▶ Records for this task
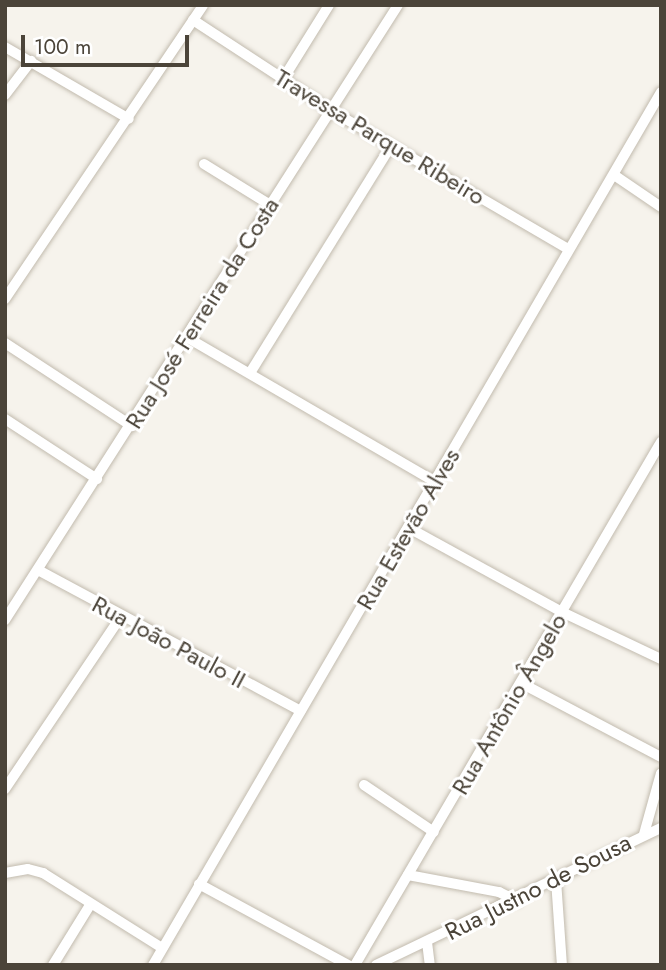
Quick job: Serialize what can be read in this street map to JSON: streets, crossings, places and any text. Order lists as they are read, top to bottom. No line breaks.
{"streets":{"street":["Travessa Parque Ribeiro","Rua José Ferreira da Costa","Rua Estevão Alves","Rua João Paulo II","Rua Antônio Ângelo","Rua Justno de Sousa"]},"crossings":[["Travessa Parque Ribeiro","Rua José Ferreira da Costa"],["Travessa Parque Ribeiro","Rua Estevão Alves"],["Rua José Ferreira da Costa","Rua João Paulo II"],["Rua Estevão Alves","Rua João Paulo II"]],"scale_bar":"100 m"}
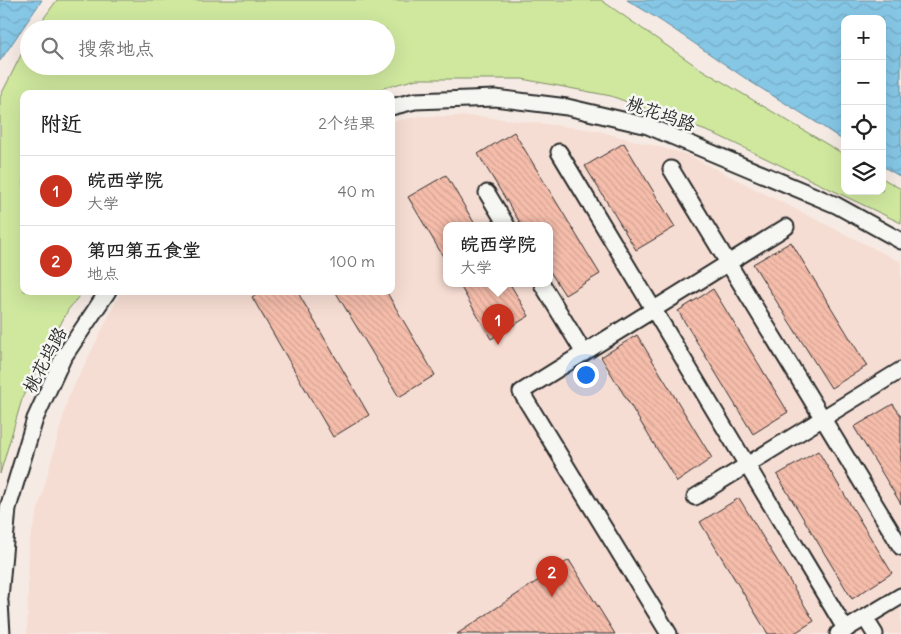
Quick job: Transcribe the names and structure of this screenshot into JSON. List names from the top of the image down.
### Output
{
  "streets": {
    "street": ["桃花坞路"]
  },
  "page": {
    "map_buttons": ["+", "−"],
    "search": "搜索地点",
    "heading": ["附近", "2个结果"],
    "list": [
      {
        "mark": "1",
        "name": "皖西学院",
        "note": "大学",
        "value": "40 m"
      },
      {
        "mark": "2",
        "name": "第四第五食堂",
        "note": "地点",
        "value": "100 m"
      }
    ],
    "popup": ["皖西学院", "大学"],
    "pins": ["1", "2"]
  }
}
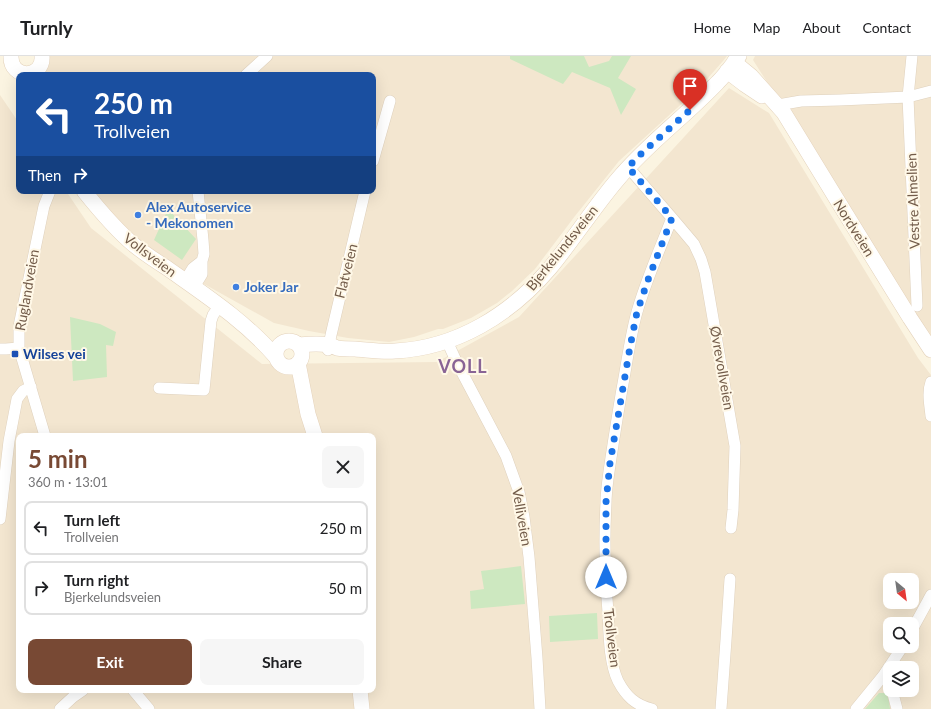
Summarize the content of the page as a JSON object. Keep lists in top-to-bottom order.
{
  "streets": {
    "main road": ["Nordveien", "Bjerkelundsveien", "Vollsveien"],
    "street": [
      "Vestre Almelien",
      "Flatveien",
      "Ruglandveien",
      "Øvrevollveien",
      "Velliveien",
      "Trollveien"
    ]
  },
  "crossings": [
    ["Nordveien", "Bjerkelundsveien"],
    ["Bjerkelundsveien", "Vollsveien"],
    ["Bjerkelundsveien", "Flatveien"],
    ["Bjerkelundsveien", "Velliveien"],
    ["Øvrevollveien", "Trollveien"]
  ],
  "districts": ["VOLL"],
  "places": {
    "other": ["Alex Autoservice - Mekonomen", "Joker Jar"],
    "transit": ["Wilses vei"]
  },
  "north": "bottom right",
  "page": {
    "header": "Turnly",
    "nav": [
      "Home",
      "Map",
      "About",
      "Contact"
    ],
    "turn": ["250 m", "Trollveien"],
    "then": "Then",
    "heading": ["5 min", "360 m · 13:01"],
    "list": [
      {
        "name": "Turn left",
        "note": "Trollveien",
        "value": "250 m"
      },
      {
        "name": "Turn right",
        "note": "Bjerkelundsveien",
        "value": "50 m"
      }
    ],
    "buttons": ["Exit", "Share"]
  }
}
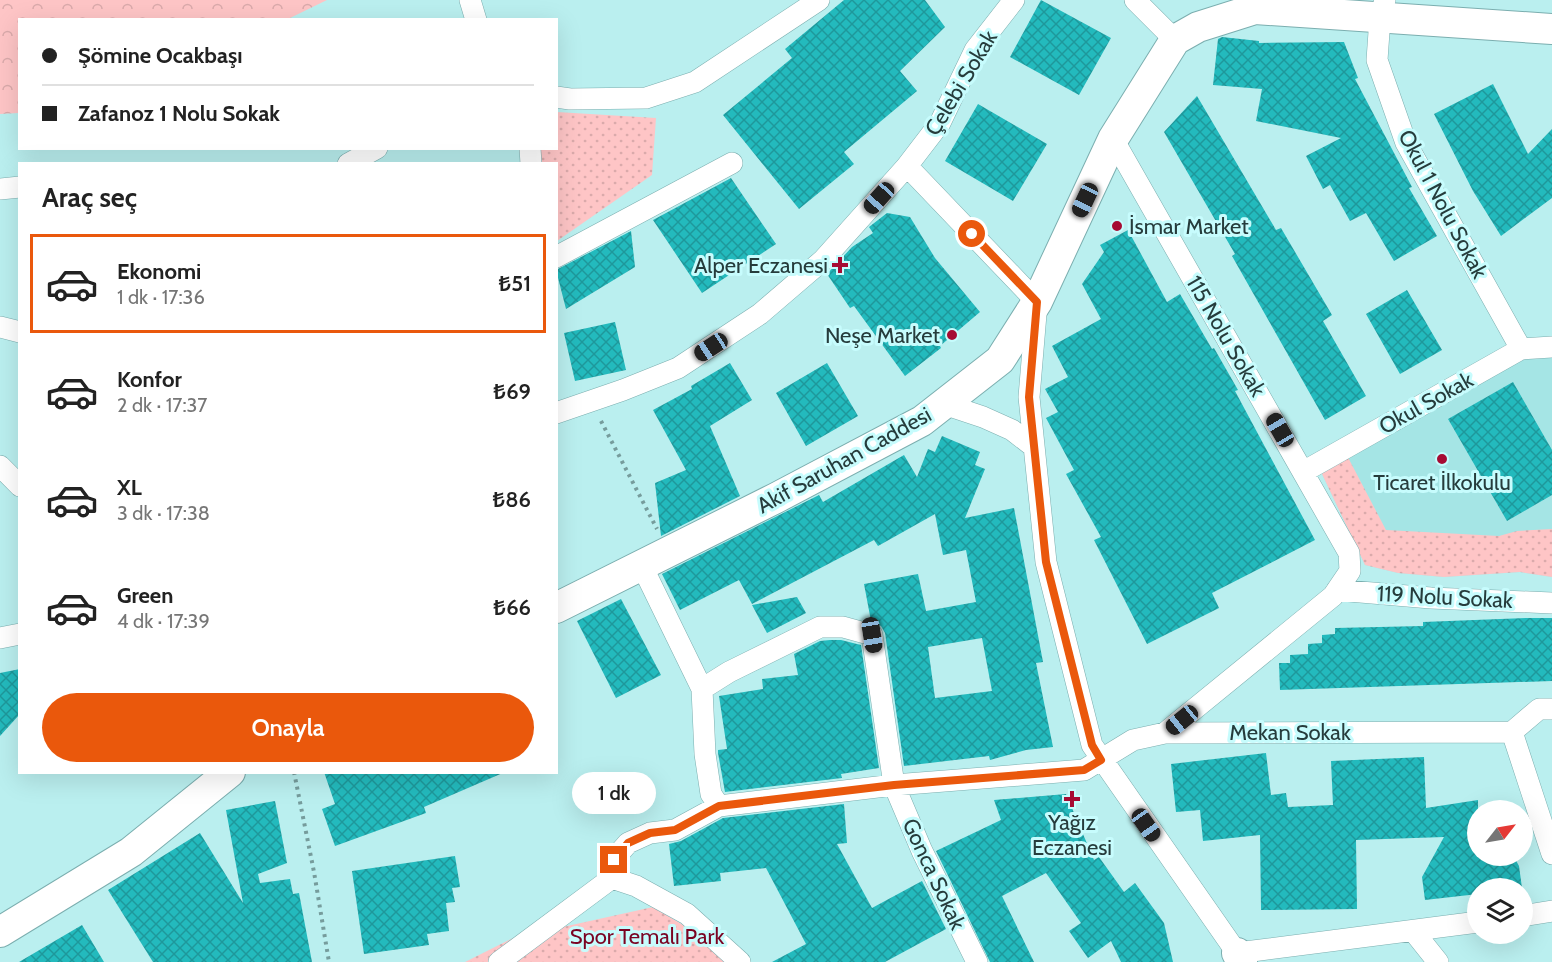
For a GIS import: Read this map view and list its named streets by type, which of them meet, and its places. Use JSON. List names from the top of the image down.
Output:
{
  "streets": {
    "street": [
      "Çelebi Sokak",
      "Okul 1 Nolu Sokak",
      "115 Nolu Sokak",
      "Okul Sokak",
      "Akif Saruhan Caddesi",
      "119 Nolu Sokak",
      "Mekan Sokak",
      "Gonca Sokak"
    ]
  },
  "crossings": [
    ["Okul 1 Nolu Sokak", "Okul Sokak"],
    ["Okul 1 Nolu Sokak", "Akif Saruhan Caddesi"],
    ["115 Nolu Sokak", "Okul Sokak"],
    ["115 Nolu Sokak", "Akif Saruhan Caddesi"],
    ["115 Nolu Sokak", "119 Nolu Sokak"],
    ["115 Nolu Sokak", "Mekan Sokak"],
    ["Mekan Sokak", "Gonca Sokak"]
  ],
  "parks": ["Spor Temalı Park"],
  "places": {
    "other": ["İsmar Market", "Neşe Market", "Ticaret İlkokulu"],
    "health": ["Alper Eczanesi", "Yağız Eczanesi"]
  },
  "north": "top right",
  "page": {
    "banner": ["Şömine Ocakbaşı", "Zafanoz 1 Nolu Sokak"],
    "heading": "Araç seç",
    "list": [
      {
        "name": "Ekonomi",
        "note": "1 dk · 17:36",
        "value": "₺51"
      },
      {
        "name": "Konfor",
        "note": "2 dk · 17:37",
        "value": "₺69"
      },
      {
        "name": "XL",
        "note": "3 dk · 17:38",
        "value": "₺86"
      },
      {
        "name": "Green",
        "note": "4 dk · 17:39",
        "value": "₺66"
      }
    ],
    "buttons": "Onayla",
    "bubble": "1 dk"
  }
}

▶ Task
An exact copy of the records above is needed, with the pictures removed.

▶ The completed task
Quick job: Serialize what can be read in this street map to JSON: streets, crossings, places and any text. Order lists as they are read, top to bottom. No line breaks.
{"streets":{"street":["Travessa Parque Ribeiro","Rua José Ferreira da Costa","Rua Estevão Alves","Rua João Paulo II","Rua Antônio Ângelo","Rua Justno de Sousa"]},"crossings":[["Travessa Parque Ribeiro","Rua José Ferreira da Costa"],["Travessa Parque Ribeiro","Rua Estevão Alves"],["Rua José Ferreira da Costa","Rua João Paulo II"],["Rua Estevão Alves","Rua João Paulo II"]],"scale_bar":"100 m"}
Quick job: Transcribe the names and structure of this screenshot into JSON. List names from the top of the image down.
### Output
{
  "streets": {
    "street": ["桃花坞路"]
  },
  "page": {
    "map_buttons": ["+", "−"],
    "search": "搜索地点",
    "heading": ["附近", "2个结果"],
    "list": [
      {
        "mark": "1",
        "name": "皖西学院",
        "note": "大学",
        "value": "40 m"
      },
      {
        "mark": "2",
        "name": "第四第五食堂",
        "note": "地点",
        "value": "100 m"
      }
    ],
    "popup": ["皖西学院", "大学"],
    "pins": ["1", "2"]
  }
}
Summarize the content of the page as a JSON object. Keep lists in top-to-bottom order.
{
  "streets": {
    "main road": ["Nordveien", "Bjerkelundsveien", "Vollsveien"],
    "street": [
      "Vestre Almelien",
      "Flatveien",
      "Ruglandveien",
      "Øvrevollveien",
      "Velliveien",
      "Trollveien"
    ]
  },
  "crossings": [
    ["Nordveien", "Bjerkelundsveien"],
    ["Bjerkelundsveien", "Vollsveien"],
    ["Bjerkelundsveien", "Flatveien"],
    ["Bjerkelundsveien", "Velliveien"],
    ["Øvrevollveien", "Trollveien"]
  ],
  "districts": ["VOLL"],
  "places": {
    "other": ["Alex Autoservice - Mekonomen", "Joker Jar"],
    "transit": ["Wilses vei"]
  },
  "north": "bottom right",
  "page": {
    "header": "Turnly",
    "nav": [
      "Home",
      "Map",
      "About",
      "Contact"
    ],
    "turn": ["250 m", "Trollveien"],
    "then": "Then",
    "heading": ["5 min", "360 m · 13:01"],
    "list": [
      {
        "name": "Turn left",
        "note": "Trollveien",
        "value": "250 m"
      },
      {
        "name": "Turn right",
        "note": "Bjerkelundsveien",
        "value": "50 m"
      }
    ],
    "buttons": ["Exit", "Share"]
  }
}
For a GIS import: Read this map view and list its named streets by type, which of them meet, and its places. Use JSON. List names from the top of the image down.
Output:
{
  "streets": {
    "street": [
      "Çelebi Sokak",
      "Okul 1 Nolu Sokak",
      "115 Nolu Sokak",
      "Okul Sokak",
      "Akif Saruhan Caddesi",
      "119 Nolu Sokak",
      "Mekan Sokak",
      "Gonca Sokak"
    ]
  },
  "crossings": [
    ["Okul 1 Nolu Sokak", "Okul Sokak"],
    ["Okul 1 Nolu Sokak", "Akif Saruhan Caddesi"],
    ["115 Nolu Sokak", "Okul Sokak"],
    ["115 Nolu Sokak", "Akif Saruhan Caddesi"],
    ["115 Nolu Sokak", "119 Nolu Sokak"],
    ["115 Nolu Sokak", "Mekan Sokak"],
    ["Mekan Sokak", "Gonca Sokak"]
  ],
  "parks": ["Spor Temalı Park"],
  "places": {
    "other": ["İsmar Market", "Neşe Market", "Ticaret İlkokulu"],
    "health": ["Alper Eczanesi", "Yağız Eczanesi"]
  },
  "north": "top right",
  "page": {
    "banner": ["Şömine Ocakbaşı", "Zafanoz 1 Nolu Sokak"],
    "heading": "Araç seç",
    "list": [
      {
        "name": "Ekonomi",
        "note": "1 dk · 17:36",
        "value": "₺51"
      },
      {
        "name": "Konfor",
        "note": "2 dk · 17:37",
        "value": "₺69"
      },
      {
        "name": "XL",
        "note": "3 dk · 17:38",
        "value": "₺86"
      },
      {
        "name": "Green",
        "note": "4 dk · 17:39",
        "value": "₺66"
      }
    ],
    "buttons": "Onayla",
    "bubble": "1 dk"
  }
}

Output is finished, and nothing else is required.